Start of Supplied data

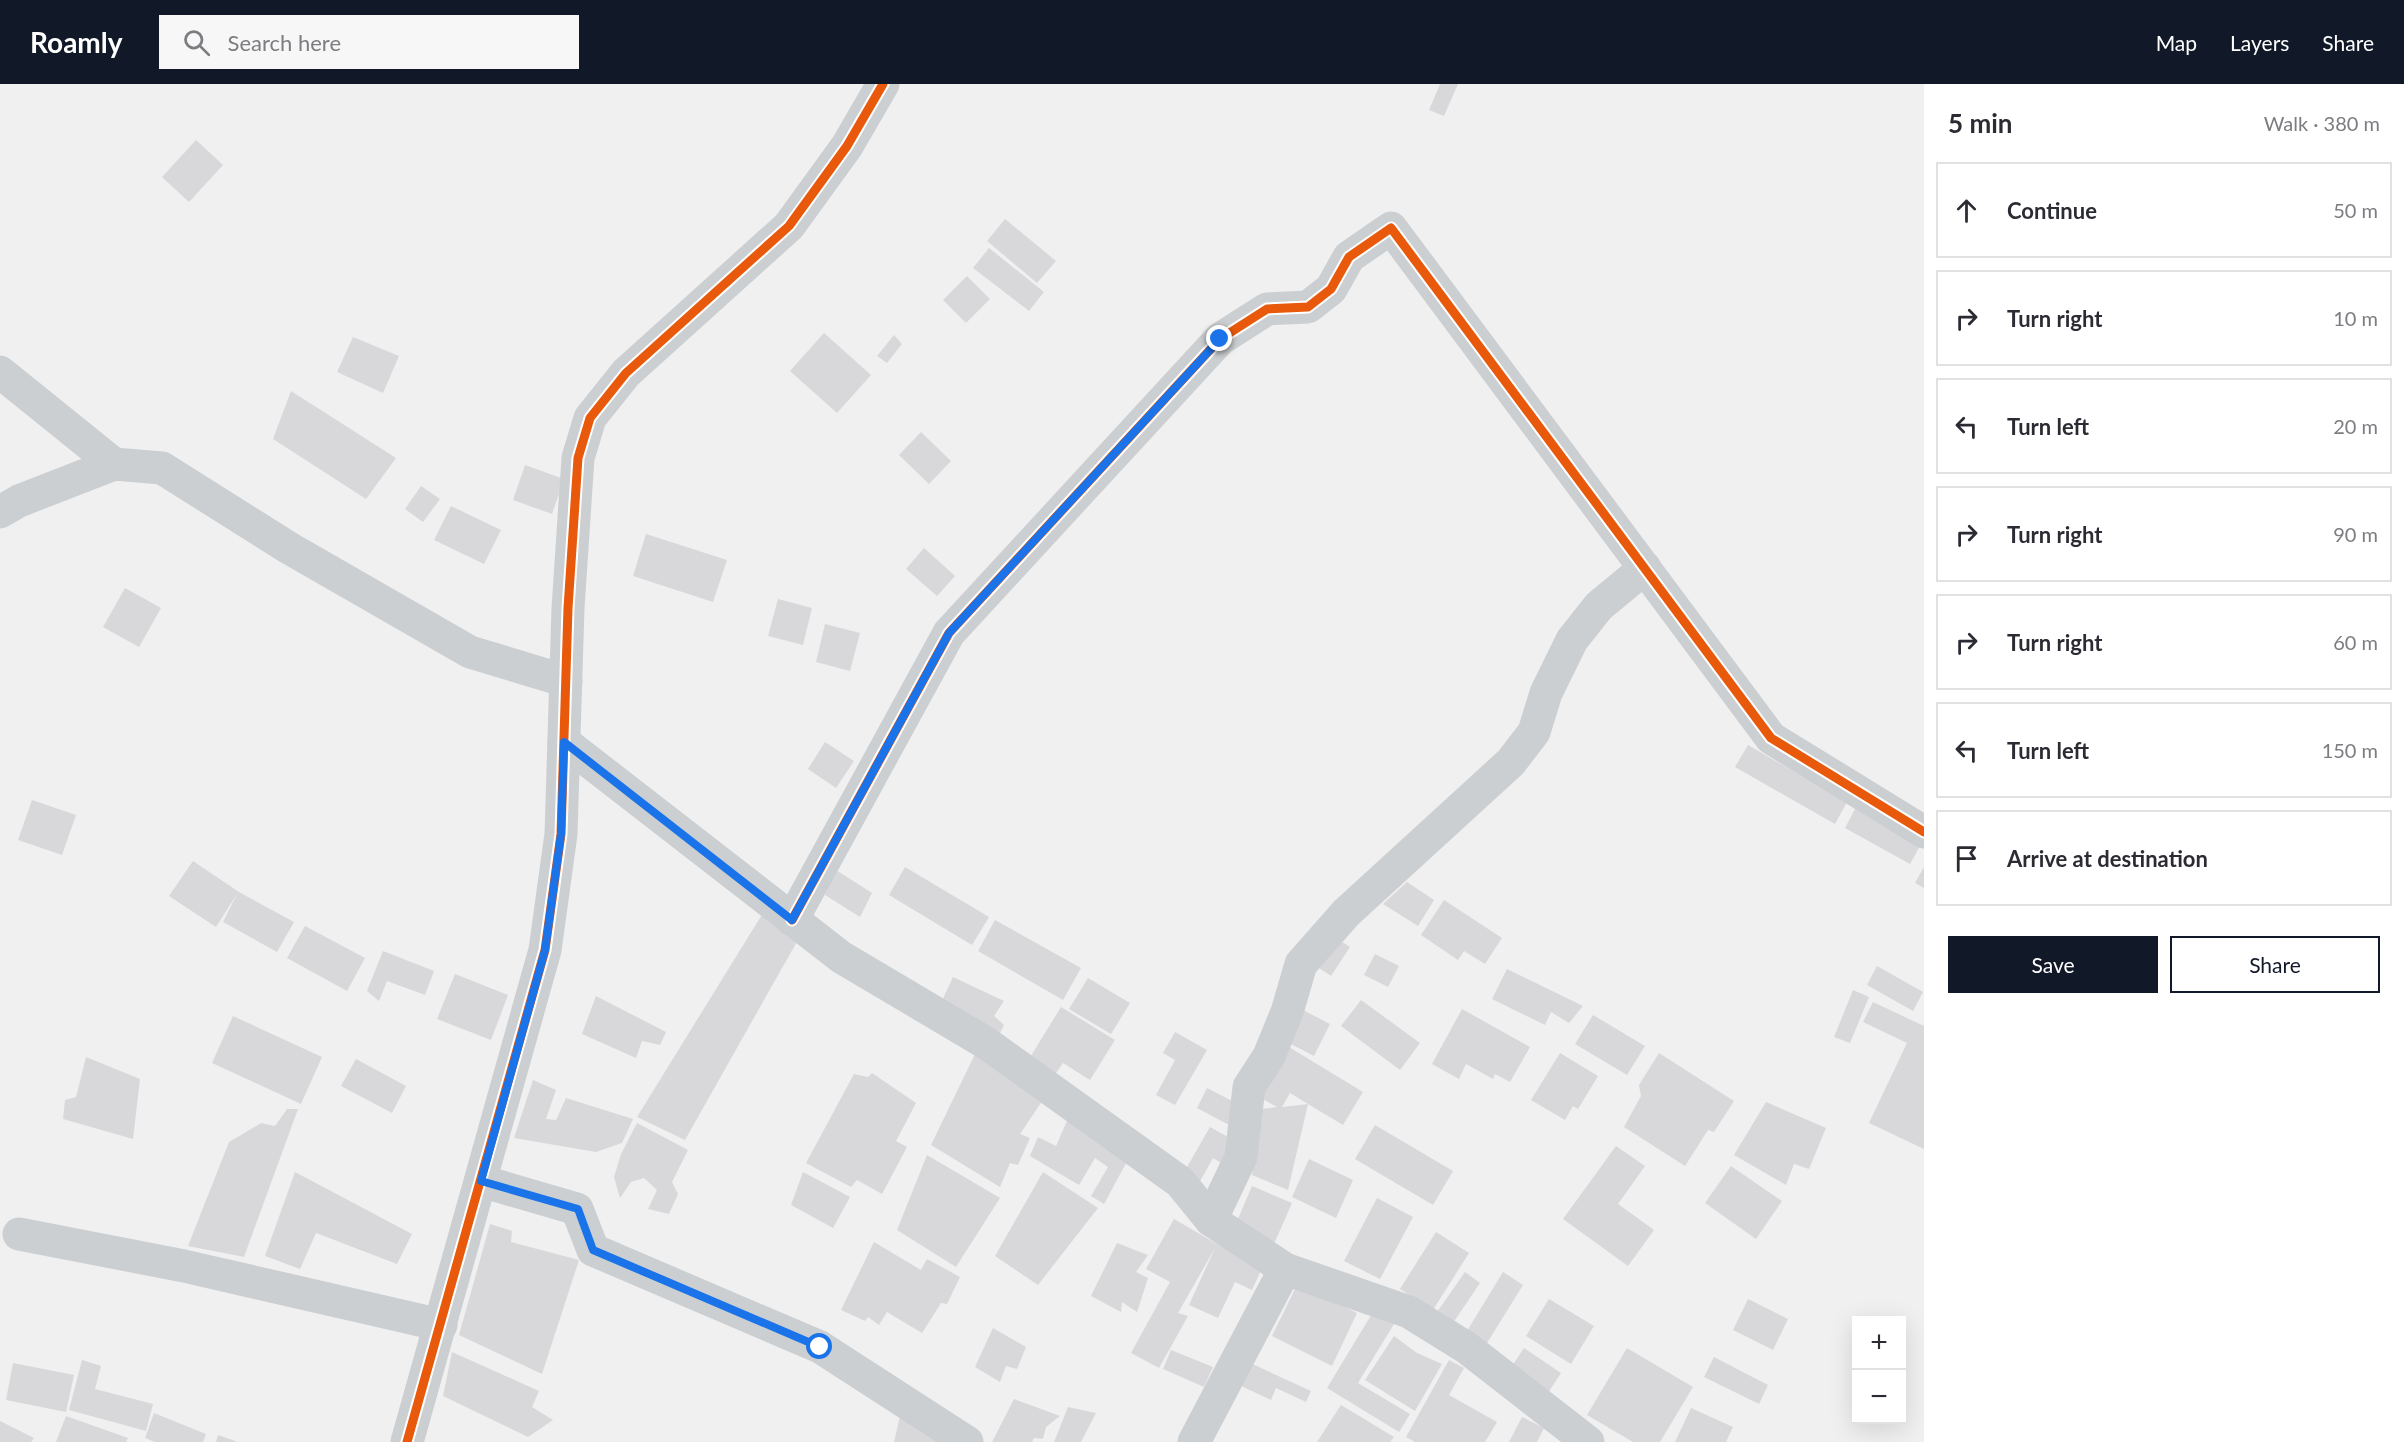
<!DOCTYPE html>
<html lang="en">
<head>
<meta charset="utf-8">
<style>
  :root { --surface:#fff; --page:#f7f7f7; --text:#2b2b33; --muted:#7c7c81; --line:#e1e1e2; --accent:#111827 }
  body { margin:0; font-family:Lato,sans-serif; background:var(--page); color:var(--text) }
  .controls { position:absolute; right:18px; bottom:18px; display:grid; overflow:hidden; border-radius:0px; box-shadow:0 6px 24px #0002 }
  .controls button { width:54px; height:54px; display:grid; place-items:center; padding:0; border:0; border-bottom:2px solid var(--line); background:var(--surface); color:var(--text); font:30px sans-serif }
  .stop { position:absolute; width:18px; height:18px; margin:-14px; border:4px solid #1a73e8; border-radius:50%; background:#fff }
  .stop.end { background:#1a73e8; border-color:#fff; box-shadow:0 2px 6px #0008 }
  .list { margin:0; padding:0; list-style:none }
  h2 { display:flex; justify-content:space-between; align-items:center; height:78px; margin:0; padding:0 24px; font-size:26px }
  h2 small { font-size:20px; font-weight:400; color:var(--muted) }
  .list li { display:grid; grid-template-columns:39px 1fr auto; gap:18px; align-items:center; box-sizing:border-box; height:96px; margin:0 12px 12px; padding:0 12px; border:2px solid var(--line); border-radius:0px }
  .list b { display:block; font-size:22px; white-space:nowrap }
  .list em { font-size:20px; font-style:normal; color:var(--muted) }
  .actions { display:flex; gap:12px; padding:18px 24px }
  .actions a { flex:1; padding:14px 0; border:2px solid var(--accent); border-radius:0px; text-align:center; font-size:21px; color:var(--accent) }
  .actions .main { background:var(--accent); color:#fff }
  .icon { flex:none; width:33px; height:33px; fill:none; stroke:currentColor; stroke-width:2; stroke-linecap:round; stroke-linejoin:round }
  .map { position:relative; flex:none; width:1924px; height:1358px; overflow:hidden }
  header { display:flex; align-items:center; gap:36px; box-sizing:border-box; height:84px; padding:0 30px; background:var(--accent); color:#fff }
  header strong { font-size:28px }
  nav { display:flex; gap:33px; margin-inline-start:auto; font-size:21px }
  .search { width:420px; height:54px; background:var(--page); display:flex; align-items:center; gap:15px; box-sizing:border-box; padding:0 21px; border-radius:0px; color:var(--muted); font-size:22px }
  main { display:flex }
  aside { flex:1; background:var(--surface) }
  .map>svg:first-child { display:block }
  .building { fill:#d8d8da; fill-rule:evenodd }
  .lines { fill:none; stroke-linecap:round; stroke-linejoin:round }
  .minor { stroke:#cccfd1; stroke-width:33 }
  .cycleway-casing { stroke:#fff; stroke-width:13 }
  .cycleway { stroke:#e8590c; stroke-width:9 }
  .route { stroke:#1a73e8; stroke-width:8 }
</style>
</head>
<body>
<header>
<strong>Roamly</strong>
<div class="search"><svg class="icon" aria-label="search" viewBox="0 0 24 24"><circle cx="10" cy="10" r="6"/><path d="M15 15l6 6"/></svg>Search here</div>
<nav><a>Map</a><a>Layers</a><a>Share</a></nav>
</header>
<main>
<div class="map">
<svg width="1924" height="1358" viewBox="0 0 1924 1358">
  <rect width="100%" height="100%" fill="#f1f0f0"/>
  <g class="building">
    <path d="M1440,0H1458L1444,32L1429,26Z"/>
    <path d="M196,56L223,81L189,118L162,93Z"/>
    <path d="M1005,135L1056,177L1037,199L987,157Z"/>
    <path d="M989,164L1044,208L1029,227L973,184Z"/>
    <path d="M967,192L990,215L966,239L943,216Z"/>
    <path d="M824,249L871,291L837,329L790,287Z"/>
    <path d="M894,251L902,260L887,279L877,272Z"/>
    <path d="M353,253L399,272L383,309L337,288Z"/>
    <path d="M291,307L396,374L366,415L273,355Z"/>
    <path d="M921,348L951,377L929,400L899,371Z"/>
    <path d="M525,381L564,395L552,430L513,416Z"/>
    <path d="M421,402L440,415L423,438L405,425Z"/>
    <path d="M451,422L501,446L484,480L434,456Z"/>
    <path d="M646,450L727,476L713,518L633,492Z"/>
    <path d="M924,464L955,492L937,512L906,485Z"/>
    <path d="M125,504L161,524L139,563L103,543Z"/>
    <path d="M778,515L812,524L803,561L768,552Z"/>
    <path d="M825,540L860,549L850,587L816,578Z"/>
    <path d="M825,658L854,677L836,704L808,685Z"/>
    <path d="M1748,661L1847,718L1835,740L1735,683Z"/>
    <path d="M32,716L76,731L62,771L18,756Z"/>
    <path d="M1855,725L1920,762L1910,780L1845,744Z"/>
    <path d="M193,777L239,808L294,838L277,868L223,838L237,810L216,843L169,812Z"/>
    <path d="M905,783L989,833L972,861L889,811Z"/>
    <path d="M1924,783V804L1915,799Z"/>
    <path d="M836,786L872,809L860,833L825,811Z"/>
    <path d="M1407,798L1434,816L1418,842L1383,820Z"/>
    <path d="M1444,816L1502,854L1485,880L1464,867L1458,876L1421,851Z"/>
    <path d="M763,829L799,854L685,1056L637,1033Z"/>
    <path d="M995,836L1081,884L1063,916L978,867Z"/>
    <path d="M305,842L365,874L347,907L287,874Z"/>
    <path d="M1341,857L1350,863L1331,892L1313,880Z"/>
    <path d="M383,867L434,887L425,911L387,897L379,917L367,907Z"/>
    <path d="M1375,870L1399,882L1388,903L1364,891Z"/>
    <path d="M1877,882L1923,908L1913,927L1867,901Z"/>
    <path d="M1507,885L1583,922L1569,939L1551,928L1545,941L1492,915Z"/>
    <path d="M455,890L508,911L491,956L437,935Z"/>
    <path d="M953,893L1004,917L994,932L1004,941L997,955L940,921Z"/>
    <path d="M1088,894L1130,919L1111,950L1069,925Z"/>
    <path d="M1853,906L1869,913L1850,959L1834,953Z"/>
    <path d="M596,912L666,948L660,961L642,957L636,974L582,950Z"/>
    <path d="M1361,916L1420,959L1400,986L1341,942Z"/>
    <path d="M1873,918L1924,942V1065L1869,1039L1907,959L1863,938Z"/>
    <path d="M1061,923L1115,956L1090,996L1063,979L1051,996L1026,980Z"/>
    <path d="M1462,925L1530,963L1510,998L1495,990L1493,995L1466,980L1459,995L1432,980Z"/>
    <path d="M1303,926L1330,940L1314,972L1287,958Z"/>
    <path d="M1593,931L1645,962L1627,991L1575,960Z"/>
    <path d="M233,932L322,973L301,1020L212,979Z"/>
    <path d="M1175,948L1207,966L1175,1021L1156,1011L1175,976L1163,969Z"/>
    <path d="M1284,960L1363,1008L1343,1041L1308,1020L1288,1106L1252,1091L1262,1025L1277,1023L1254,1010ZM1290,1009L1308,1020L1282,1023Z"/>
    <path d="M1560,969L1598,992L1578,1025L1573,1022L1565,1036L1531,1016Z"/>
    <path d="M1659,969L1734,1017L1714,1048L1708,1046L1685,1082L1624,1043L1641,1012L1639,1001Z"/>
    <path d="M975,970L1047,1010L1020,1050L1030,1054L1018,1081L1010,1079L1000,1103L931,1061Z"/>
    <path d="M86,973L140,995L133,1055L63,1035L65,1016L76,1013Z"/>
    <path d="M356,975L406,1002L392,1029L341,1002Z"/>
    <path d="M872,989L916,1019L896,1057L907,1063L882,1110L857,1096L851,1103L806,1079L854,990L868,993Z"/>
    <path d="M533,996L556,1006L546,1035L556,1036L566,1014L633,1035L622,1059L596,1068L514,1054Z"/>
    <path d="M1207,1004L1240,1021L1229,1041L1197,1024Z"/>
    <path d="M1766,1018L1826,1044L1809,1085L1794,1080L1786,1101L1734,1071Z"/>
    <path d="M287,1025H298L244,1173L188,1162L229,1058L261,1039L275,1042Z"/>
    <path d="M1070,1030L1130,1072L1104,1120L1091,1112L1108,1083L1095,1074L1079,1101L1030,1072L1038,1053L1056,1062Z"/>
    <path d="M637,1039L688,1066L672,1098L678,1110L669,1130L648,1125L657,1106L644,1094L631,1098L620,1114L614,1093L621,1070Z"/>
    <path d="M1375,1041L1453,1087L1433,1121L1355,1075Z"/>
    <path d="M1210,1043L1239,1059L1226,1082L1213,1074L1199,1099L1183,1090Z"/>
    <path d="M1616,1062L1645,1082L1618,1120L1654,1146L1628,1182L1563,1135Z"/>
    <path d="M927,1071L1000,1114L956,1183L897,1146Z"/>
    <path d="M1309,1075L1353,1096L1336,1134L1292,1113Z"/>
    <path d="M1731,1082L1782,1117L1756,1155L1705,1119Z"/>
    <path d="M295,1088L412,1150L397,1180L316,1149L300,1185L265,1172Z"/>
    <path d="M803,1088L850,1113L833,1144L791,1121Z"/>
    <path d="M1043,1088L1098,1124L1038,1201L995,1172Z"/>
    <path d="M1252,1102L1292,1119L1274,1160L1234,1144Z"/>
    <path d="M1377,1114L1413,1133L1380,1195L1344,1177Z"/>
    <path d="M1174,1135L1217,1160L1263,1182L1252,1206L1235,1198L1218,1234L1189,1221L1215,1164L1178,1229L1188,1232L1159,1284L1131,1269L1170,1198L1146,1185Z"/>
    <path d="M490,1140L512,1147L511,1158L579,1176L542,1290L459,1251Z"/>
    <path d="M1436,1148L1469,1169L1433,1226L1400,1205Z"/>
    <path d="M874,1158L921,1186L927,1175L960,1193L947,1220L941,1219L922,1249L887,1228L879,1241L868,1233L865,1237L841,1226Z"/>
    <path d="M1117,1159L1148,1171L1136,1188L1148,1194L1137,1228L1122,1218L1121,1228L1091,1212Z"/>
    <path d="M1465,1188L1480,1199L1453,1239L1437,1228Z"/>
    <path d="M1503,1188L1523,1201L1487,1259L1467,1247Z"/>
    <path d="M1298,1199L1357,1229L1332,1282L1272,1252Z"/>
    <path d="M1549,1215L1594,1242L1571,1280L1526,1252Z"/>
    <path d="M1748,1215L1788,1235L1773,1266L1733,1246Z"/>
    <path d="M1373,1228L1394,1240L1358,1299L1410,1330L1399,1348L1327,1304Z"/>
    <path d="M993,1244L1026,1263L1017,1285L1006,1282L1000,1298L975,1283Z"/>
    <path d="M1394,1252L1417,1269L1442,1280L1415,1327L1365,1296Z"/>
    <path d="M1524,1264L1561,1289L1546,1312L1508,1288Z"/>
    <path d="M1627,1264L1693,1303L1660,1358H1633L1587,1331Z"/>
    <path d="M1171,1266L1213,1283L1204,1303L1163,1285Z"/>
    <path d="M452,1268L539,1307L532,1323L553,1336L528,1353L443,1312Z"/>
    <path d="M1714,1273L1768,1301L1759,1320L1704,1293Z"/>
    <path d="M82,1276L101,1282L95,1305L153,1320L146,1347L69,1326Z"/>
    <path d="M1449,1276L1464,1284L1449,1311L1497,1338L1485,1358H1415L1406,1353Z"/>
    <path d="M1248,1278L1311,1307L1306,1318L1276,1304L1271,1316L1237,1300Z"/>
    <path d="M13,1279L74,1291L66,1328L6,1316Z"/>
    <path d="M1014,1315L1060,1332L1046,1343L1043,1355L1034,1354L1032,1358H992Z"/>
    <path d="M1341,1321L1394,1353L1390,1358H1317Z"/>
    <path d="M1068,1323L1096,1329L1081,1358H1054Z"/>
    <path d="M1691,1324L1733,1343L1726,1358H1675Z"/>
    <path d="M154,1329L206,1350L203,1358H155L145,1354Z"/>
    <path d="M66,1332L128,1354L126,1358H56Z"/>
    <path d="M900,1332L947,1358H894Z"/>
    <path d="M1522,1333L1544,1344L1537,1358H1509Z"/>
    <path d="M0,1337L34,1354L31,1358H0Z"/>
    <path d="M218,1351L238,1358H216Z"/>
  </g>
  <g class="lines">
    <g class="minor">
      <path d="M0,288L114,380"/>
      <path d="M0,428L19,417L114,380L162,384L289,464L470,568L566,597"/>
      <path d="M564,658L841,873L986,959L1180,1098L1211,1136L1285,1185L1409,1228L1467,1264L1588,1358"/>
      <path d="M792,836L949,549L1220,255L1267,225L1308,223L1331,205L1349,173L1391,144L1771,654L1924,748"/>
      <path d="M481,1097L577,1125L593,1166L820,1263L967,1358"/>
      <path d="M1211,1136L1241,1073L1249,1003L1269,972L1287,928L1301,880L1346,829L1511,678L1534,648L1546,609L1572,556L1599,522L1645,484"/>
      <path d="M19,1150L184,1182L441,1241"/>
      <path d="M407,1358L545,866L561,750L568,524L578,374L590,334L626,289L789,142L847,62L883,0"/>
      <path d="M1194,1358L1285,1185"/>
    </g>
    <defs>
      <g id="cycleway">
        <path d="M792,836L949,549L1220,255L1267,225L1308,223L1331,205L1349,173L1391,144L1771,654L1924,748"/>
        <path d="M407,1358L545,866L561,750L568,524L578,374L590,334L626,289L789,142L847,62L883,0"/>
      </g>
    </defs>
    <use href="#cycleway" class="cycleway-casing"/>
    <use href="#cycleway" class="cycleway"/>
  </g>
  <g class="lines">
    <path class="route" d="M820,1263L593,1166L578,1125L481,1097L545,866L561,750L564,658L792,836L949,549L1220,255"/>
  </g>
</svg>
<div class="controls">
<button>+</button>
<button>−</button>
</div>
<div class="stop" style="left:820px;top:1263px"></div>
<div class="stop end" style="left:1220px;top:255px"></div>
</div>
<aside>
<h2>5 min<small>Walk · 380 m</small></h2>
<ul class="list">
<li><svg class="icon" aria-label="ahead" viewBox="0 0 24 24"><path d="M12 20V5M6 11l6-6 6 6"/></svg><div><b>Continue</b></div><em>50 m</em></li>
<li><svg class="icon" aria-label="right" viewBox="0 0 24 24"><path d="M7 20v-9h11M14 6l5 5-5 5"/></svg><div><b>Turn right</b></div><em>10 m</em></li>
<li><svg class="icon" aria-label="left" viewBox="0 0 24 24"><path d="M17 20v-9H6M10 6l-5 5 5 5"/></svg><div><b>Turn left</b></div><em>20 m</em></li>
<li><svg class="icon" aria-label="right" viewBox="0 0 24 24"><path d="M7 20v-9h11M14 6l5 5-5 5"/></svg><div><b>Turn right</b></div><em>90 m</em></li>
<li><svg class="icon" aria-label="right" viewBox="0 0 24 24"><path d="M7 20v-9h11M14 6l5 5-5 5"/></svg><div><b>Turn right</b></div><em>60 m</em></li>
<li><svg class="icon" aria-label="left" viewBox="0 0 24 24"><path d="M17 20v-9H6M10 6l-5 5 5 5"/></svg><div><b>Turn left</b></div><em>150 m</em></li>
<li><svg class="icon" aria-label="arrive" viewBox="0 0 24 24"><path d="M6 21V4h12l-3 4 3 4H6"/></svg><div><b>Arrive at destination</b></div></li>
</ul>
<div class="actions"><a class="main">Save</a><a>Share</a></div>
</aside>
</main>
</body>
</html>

End of Supplied data

▶ [Problem to solve]: Copy every line where the word "shadow" is present in the entries above.

▶ [Exercise response]:
  .controls { position:absolute; right:18px; bottom:18px; display:grid; overflow:hidden; border-radius:0px; box-shadow:0 6px 24px #0002 }
  .stop.end { background:#1a73e8; border-color:#fff; box-shadow:0 2px 6px #0008 }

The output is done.